The Bible does not claim to be inerrant. It does claim to be true. “The entirety of your word is truth, and every one of your righteous judgments endures forever” Psalm 119:160. “True” does not mean “inerrant”. The Bible is 100% true, but that doesn’t necessitate that all of it has to be 100% scientific and historical “fact.” To require the Bible to be “factual” in the areas of history, chronology, science, is to impose on it a 21st century mindset that distorts it.

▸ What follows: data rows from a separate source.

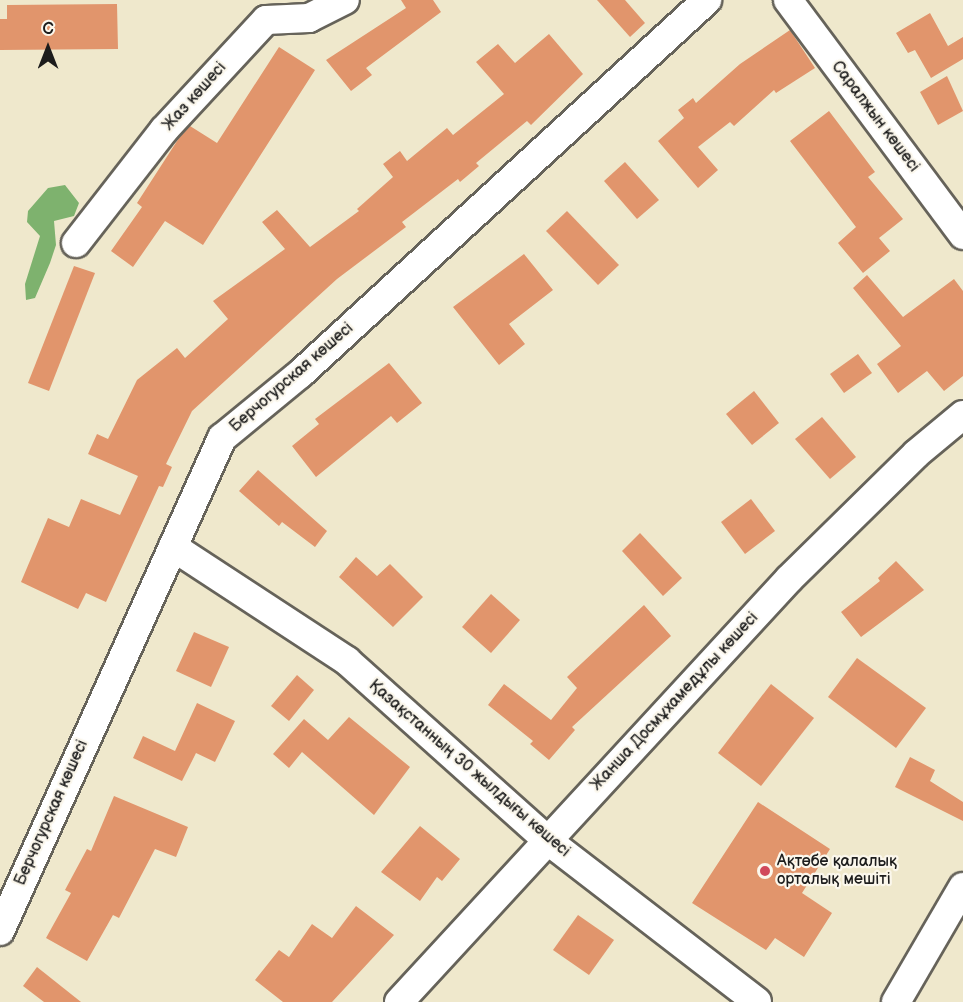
<!DOCTYPE html>
<html>
<head>
<meta charset="utf-8">
<style>
	body { margin:0 }
	#map { position:relative; width:963px; height:1002px; overflow:hidden; background:#efe8cc; font-family:"Balsamiq Sans",sans-serif }
	div>[style] { position:absolute }
	.forest>* { inset:0; background:#7eb26e }
	.building>* { inset:0; background:#e1956c }
	.roads { filter:drop-shadow(2px 0 #66635a) drop-shadow(-2px 0 #66635a) drop-shadow(0 2px #66635a) drop-shadow(0 -2px #66635a) }
	.minor>* { height:28px; margin:-14px; padding:0 14px; transform-origin:14px; border-radius:14px; background:#fff }
	.dots>* { width:16px; height:16px; translate:-50% -50%; box-sizing:border-box; border:3px solid #fbf7ec; border-radius:50% }
	span { translate:-50% -50%; white-space:nowrap; text-align:center; line-height:1.15; -webkit-text-stroke:4.5px #fbf7ec; paint-order:stroke }
	.street-label { font-size:16px; color:#1c1c1c }
	.poi-label { font-size:16px; color:#1c1c1c }
	.left { translate:0 -50%; text-align:left }
	.north { position:absolute; left:18px; top:18px; width:60px; height:60px; -webkit-text-stroke:4px #fbf7ec; paint-order:stroke; rotate:0deg; font-size:16px; font-weight:700; line-height:24px; text-align:center; color:#1c1c1c }
	.north::after { content:''; display:block; margin:auto; width:21px; height:27px; background:#1c1c1c; clip-path:polygon(50% 0,100% 100%,50% 72%,0 100%) }
</style>
</head>
<body>
<div id="map">
	<div class="forest">
		<i style="clip-path:polygon(65px 185px,79px 203px,74px 216px,54px 221px,56px 245px,50px 263px,35px 298px,26px 300px,25px 284px,40px 236px,27px 222px,28px 211px,48px 188px)"></i>
	</div>
	<div class="building">
		<i style="clip-path:polygon(401px 0,433px 0,441px 12px,366px 68px,372px 75px,351px 91px,326px 60px,406px 8px)"></i>
		<i style="clip-path:polygon(597px 0,625px 0,645px 23px,630px 37px)"></i>
		<i style="clip-path:polygon(117px 4px,118px 49px,0 50px,0 19px,7px 19px,7px 5px)"></i>
		<i style="clip-path:polygon(930px 13px,948px 46px,963px 37px,963px 59px,931px 78px,915px 50px,908px 53px,896px 33px)"></i>
		<i style="clip-path:polygon(790px 30px,815px 68px,776px 93px,774px 90px,734px 126px,730px 122px,698px 147px,718px 170px,698px 188px,658px 141px,684px 118px,678px 110px,693px 98px,696px 103px,740px 64px)"></i>
		<i style="clip-path:polygon(549px 34px,583px 74px,531px 125px,527px 121px,476px 163px,479px 166px,460px 182px,458px 179px,402px 222px,406px 227px,337px 279px,192px 411px,166px 464px,172px 467px,163px 487px,159px 486px,106px 602px,86px 593px,78px 609px,21px 582px,48px 518px,69px 527px,81px 499px,120px 515px,138px 476px,88px 454px,97px 434px,108px 439px,137px 380px,177px 348px,185px 358px,228px 319px,213px 301px,285px 249px,262px 222px,277px 210px,310px 247px,359px 211px,357px 209px,393px 177px,383px 164px,400px 151px,407px 161px,447px 128px,453px 135px,504px 94px,476px 62px,498px 44px,515px 63px)"></i>
		<i style="clip-path:polygon(279px 47px,315px 70px,203px 245px,165px 221px,133px 267px,111px 251px,142px 207px,137px 203px,179px 138px,190px 126px,217px 143px)"></i>
		<i style="clip-path:polygon(947px 76px,963px 111px,938px 125px,920px 92px)"></i>
		<i style="clip-path:polygon(829px 111px,875px 172px,868px 177px,903px 219px,879px 238px,890px 251px,863px 273px,838px 243px,856px 227px,790px 141px)"></i>
		<i style="clip-path:polygon(625px 162px,659px 200px,637px 219px,604px 181px)"></i>
		<i style="clip-path:polygon(567px 211px,619px 265px,598px 285px,546px 231px)"></i>
		<i style="clip-path:polygon(524px 254px,553px 290px,509px 324px,525px 344px,499px 365px,453px 307px)"></i>
		<i style="clip-path:polygon(74px 266px,95px 273px,49px 391px,28px 383px)"></i>
		<i style="clip-path:polygon(867px 275px,903px 317px,954px 279px,963px 291px,963px 376px,944px 391px,927px 371px,898px 393px,877px 364px,901px 346px,853px 288px)"></i>
		<i style="clip-path:polygon(858px 354px,872px 373px,844px 393px,830px 374px)"></i>
		<i style="clip-path:polygon(389px 363px,422px 403px,397px 423px,391px 416px,316px 477px,292px 446px,319px 424px,315px 419px)"></i>
		<i style="clip-path:polygon(754px 391px,779px 423px,752px 445px,726px 414px)"></i>
		<i style="clip-path:polygon(822px 417px,856px 457px,830px 479px,795px 439px)"></i>
		<i style="clip-path:polygon(258px 470px,327px 531px,315px 547px,282px 522px,279px 526px,239px 491px)"></i>
		<i style="clip-path:polygon(751px 499px,775px 531px,745px 554px,721px 522px)"></i>
		<i style="clip-path:polygon(640px 533px,682px 578px,663px 596px,622px 551px)"></i>
		<i style="clip-path:polygon(356px 557px,377px 576px,390px 564px,423px 597px,393px 627px,339px 577px)"></i>
		<i style="clip-path:polygon(896px 561px,924px 590px,861px 637px,841px 612px,880px 581px,878px 578px)"></i>
		<i style="clip-path:polygon(491px 594px,520px 620px,491px 653px,462px 627px)"></i>
		<i style="clip-path:polygon(644px 605px,671px 636px,572px 727px,575px 730px,549px 760px,530px 744px,533px 741px,488px 705px,504px 684px,551px 720px,577px 688px,567px 677px)"></i>
		<i style="clip-path:polygon(194px 632px,229px 647px,211px 687px,176px 671px)"></i>
		<i style="clip-path:polygon(857px 658px,926px 708px,896px 748px,828px 697px)"></i>
		<i style="clip-path:polygon(297px 675px,314px 690px,289px 721px,271px 706px)"></i>
		<i style="clip-path:polygon(771px 684px,814px 718px,761px 786px,718px 753px)"></i>
		<i style="clip-path:polygon(197px 703px,235px 721px,215px 762px,196px 753px,182px 781px,133px 758px,143px 736px,175px 751px)"></i>
		<i style="clip-path:polygon(349px 717px,410px 767px,374px 815px,302px 752px,289px 768px,273px 754px,304px 719px,328px 740px)"></i>
		<i style="clip-path:polygon(910px 757px,935px 770px,930px 781px,963px 802px,963px 821px,895px 787px)"></i>
		<i style="clip-path:polygon(114px 796px,188px 827px,176px 857px,155px 849px,119px 918px,113px 915px,87px 961px,46px 938px,71px 893px,65px 890px,87px 849px,91px 851px)"></i>
		<i style="clip-path:polygon(758px 802px,830px 849px,802px 893px,832px 913px,804px 957px,775px 938px,766px 950px,692px 903px)"></i>
		<i style="clip-path:polygon(420px 826px,460px 859px,442px 881px,437px 877px,420px 901px,381px 872px)"></i>
		<i style="clip-path:polygon(356px 906px,394px 935px,332px 1002px,283px 1002px,255px 980px,279px 950px,289px 957px,312px 924px,332px 938px)"></i>
		<i style="clip-path:polygon(578px 915px,614px 940px,589px 975px,553px 950px)"></i>
		<i style="clip-path:polygon(37px 967px,81px 1002px,44px 1002px,23px 986px)"></i>
	</div>
	<div class="roads">
		<div class="minor">
			<i style="left:788px;top:0;width:293px;rotate:53.3deg"></i>
			<i style="left:76px;top:243px;width:143px;rotate:-52.1deg"></i>
			<i style="left:164px;top:130px;width:150px;rotate:-47.2deg"></i>
			<i style="left:266px;top:20px;width:43px;rotate:-2.7deg"></i>
			<i style="left:309px;top:18px;width:40px;rotate:-26.6deg"></i>
			<i style="left:173px;top:547px;width:208px;rotate:33.2deg"></i>
			<i style="left:347px;top:661px;width:268px;rotate:41.8deg"></i>
			<i style="left:547px;top:840px;width:265px;rotate:37.6deg"></i>
			<i style="left:0;top:931px;width:541px;rotate:-65.76deg"></i>
			<i style="left:222px;top:438px;width:101px;rotate:-39.4deg"></i>
			<i style="left:300px;top:374px;width:553px;rotate:-42.58deg"></i>
			<i style="left:399px;top:1002px;width:575px;rotate:-47.32deg"></i>
			<i style="left:789px;top:579px;width:178px;rotate:-44.5deg"></i>
			<i style="left:916px;top:454px;width:61px;rotate:-39.7deg"></i>
			<i style="left:896px;top:1002px;width:133px;rotate:-59.8deg"></i>
		</div>
	</div>
	<div class="dots">
		<i style="left:765px;top:871px;background:#d1495b"></i>
	</div>
	<div class="street-label">
		<span style="left:195px;top:97px;rotate:-48deg">Жаз көшесі</span>
		<span style="left:875px;top:117px;rotate:53deg">Саралжын көшесі</span>
		<span style="left:292px;top:378px;rotate:-41deg">Берчогурская көшесі</span>
		<span style="left:675px;top:702px;rotate:-47deg">Жанша Досмұхамедұлы көшесі</span>
		<span style="left:469px;top:769px;rotate:41deg">Қазақстанның 30 жылдығы көшесі</span>
		<span style="left:52px;top:813px;rotate:-66deg">Берчогурская көшесі</span>
	</div>
	<div class="poi-label">
		<span class="left" style="left:777px;top:871px">Ақтөбе қалалық<br>орталық мешіті</span>
	</div>
	<div class="north">С</div>
</div>
</body>
</html>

When you’re dealing with any book, you have to know what its purpose is or you won’t understand it correctly. The main purpose of the Bible is found here:
“And beginning at Moses and all the prophets, He expounded to them in all the Scriptures the things concerning Himself…And He opened their understanding that they might comprehend the Scriptures.” Luke 24:27, 44-45
The purpose of the Bible is to point us to God’s final Word: Jesus.
Let’s take off and keep off our stomping boots and put on our sandals and walk with Jesus – the Living Word.